Our church, Immanuel Baptist Church of Magnolia, has become a huge part of this process. Many internationals attend our worship service and have become a part of our congregation. An 89-year-old member of our church, Pat Simmons, has given numerous rides to international students, including rides to airports. He has recently taught a few how to drive! Breanna Hargis, Josh Lipscomb, Reagan Harville, and Sebastian Bolin are American students who have also given rides and taught students how to drive. Another church member, Linda Watson, hosted a mother from Vietnam while she was in Magnolia visiting her daughter. Josh and LeAnna Herring (IBC worship pastor and his family) have worked closely with an international student at SAU and her young child. The child was born while his mom has been attending SAU. The Herrings have made an enormous impact in this family’s life, including frequent babysitting so the mom can study, attend classes, or just have time to rest. The Herring family has also begun having various students and their families into their home to share a meal weekly. This specific type of hosting has challenged us (Ben and Sheffield) to make this a regular, intentional occurrence in our home as well. So many church members deliver meals and provide different levels of support to so many students while they are here. Generous tithes and offerings have made local outreach and missions possible as well. The opportunities include having multiple meals on campus and in the church for students during various times of the year. The church van has been used many times to give rides as well. Mike Sandusky, the Baptist Collegiate Ministry director at SAU, is a consistent presence on campus that students can go to. He has made a huge push to reach students in dorms and throughout campus through discipleship and evangelism. As you can see, this is a team effort with many people playing many important roles.
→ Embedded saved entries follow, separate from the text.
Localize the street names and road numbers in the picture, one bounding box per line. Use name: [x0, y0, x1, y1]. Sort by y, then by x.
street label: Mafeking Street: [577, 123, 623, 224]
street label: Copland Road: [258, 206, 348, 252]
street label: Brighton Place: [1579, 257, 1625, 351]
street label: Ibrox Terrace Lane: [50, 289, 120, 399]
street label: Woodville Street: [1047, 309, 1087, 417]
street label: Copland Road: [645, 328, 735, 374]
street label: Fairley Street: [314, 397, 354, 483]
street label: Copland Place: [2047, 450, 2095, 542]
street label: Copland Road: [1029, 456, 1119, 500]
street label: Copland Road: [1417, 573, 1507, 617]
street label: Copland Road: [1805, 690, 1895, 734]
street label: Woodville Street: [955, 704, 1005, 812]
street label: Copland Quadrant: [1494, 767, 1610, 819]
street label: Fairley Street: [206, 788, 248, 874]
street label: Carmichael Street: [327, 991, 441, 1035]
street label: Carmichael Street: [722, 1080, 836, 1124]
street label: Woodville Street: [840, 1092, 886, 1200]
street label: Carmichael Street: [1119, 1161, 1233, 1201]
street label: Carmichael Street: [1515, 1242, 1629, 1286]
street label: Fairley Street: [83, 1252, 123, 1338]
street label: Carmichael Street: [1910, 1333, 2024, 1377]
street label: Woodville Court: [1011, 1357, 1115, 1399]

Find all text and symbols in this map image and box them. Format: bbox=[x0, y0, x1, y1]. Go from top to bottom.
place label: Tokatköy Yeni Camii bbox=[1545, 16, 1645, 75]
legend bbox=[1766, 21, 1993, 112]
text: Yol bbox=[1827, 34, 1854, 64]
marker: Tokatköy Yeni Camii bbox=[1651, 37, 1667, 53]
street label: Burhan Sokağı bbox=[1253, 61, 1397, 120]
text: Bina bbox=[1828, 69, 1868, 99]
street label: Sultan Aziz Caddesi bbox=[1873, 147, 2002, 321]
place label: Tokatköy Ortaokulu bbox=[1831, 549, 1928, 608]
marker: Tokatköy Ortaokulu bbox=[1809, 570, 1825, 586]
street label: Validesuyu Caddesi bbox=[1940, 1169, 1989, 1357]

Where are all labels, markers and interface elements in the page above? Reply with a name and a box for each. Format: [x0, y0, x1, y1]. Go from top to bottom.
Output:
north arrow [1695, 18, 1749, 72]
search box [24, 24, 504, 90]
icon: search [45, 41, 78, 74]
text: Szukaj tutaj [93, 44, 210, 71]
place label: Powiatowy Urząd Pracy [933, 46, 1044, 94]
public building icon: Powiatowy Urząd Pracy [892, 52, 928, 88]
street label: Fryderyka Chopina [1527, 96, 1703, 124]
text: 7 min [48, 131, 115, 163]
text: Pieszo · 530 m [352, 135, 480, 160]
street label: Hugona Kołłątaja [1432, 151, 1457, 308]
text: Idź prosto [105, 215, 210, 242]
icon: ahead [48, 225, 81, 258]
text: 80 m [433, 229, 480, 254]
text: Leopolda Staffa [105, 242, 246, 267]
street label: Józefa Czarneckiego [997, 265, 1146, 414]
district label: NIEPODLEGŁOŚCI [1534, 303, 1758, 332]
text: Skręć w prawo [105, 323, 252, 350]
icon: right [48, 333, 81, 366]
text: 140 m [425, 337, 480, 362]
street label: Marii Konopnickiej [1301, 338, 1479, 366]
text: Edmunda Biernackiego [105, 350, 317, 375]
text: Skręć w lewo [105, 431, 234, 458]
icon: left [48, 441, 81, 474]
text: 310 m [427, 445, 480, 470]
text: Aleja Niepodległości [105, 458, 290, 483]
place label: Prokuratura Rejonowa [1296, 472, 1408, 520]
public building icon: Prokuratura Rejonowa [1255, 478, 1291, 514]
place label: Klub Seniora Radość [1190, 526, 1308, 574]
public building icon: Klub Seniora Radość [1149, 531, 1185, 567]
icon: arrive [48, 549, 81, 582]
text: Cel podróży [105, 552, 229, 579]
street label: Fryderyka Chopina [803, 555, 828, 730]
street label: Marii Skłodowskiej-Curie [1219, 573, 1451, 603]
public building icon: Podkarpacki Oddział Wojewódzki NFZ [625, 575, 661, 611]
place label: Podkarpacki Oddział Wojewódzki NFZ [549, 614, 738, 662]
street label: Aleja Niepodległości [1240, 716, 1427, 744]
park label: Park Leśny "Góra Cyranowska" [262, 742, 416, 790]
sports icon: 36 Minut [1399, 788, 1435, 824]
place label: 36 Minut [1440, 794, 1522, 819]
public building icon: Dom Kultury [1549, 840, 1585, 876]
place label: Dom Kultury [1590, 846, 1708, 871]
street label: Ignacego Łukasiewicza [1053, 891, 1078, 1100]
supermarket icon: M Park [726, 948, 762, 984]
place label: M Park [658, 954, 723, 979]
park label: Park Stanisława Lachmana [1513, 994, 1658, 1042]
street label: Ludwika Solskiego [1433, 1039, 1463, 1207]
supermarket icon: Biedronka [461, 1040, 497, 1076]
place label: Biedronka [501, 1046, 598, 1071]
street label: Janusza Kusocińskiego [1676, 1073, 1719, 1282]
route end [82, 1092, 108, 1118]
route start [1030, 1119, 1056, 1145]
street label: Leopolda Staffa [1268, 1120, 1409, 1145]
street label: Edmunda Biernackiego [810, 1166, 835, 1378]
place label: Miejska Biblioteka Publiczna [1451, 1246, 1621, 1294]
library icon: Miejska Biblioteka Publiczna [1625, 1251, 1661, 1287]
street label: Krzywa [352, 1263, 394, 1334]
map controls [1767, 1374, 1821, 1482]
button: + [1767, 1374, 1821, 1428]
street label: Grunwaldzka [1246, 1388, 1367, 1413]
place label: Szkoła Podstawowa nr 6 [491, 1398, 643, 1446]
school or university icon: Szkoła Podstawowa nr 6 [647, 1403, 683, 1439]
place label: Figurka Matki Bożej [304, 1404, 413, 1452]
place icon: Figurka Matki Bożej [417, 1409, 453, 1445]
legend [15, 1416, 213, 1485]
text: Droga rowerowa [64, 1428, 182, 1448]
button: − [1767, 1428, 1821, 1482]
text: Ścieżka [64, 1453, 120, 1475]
We currently have a girl from Japan, Natalie, living with us over the Christmas holiday. She is here visiting her sister who plays on the SAU tennis team. She is not a follower of Jesus, and she doesn’t speak English. We have recently downloaded Google translate, tried to talk louder (I think we have all tried that) and shown lots of hand motions, including “barking” to let her know we have a dog. Luke (our 9-month-old) is currently having his first experience hosting although he has mainly cried and tried to pull her hair. Our daughter, Sheffield Elisabeth (almost 4), loves playing school with her, although Sheffield cannot speak Japanese and Natalie does not understand anything she says. Our son, James (6 1/2-years-old), is loving it as well. His heart for people and the nations has grown so much over the past few years. He has caught the vision to reach the world for Jesus. Just last night, our daughter Sheffield Elisabeth, told Natalie a quote from Eugene Peterson that I (Ben) tell our kids daily, “God loves you. He is on your side. He is coming after you. He is relentless.” Natalie didn’t know what she said, but she smiled and nodded politely.
We believe just that — we believe God loves Natalie. He is on Natalie’s side. He is coming after her AND HE IS RELENTLESS. We hope and pray, most importantly, that Jesus is glorified and proclaimed throughout the process. We hope and pray you join in this mission as well. Consider all your gifts and blessings and use them for His glory among all the peoples of the world including the ones he puts on your street, at your workplace, and in your community.